2011/2/23 Max Bolingbroke <batterseapower at hotmail.com>

> On 23 February 2011 05:31, Johan Tibell <johan.tibell at gmail.com> wrote:
> > On Tue, Feb 22, 2011 at 9:19 PM, Johan Tibell <johan.tibell at gmail.com>
> wrote:
> >> Initial numbers suggest that lookup gets 3% slower and insert/delete
> >> 6% slower. The upside is O(1) size.
> >
> > Can someone come up with a real world example where O(1) size is
> important?
>
> I'm a bit sceptical that it is (I was not convinced by the earlier
> strict-set-inclusion argument, since that's another Data.Map feature
> I've never used). I thought of some other possibilities though:
>  1. If copying an unordered-collection to a flat array you can improve
> the constant factors (not the asymptotics) with O(1) size to
> pre-allocate the array
>  2. If building a map in a fixed point loop (I personally do this a
> lot) where you know that the key uniquely determines the element, you
> can test if a fixed point is reached in O(1) by just comparing the
> sizes. Depending what you are taking a fixed point of, this may change
> the asymptotics
>  3. Some map combining algorithms work more efficiently when one of
> their two arguments are smaller. For example, Data.Map.union is most
> efficient for (bigmap `union` smallmap).

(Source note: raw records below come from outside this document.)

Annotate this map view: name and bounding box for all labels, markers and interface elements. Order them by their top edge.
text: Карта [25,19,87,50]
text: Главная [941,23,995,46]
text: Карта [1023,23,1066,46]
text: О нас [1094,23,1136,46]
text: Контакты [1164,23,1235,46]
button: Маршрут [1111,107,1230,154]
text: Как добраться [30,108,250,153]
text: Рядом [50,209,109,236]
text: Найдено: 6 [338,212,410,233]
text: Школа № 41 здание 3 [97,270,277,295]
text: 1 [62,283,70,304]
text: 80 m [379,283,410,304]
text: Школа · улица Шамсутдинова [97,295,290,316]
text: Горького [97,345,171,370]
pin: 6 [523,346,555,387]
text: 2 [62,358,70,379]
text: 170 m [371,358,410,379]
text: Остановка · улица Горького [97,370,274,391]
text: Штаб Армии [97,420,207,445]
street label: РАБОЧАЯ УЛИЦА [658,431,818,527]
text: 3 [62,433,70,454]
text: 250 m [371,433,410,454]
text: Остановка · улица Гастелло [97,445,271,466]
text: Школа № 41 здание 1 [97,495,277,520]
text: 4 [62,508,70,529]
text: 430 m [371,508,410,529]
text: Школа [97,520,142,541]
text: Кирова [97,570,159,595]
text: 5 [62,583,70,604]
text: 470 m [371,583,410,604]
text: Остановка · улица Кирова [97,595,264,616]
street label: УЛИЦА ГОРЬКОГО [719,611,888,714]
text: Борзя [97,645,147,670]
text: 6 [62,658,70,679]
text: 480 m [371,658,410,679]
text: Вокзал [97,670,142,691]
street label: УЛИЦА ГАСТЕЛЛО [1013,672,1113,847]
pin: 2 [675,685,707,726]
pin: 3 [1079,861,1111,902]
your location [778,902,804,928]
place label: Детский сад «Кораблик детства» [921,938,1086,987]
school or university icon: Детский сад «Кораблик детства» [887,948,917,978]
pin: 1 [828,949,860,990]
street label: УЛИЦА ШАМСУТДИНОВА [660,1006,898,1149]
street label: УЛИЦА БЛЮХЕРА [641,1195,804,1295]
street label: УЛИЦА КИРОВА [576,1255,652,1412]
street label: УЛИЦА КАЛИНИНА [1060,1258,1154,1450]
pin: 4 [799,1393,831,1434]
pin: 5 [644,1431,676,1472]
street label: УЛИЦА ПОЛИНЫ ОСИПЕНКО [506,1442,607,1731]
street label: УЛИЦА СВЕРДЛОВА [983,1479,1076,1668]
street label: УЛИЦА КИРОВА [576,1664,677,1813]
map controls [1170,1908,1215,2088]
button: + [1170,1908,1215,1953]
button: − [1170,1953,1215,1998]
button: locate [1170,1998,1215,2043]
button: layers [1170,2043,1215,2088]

If you don't care about which
> of the two input maps wins when they contain the same keys, you can
> improve constant factors by testing the size of the map input to size
> (in O(1)) and flipping the arguments if you got (smallmap `union`
> bigmap) instead of the desirable way round.
>
> Personally I don't find any of these *particularly* compelling. But a
> ~6% slowdown for this functionality is not too bad - have you had a
> chance to look at the core to see if the cause of the slowdown
> manifests itself at that level? Perhaps it is possible to tweak the
> code to make this cheaper.
>
> Also, what was the size of the collections you used in your benchmark?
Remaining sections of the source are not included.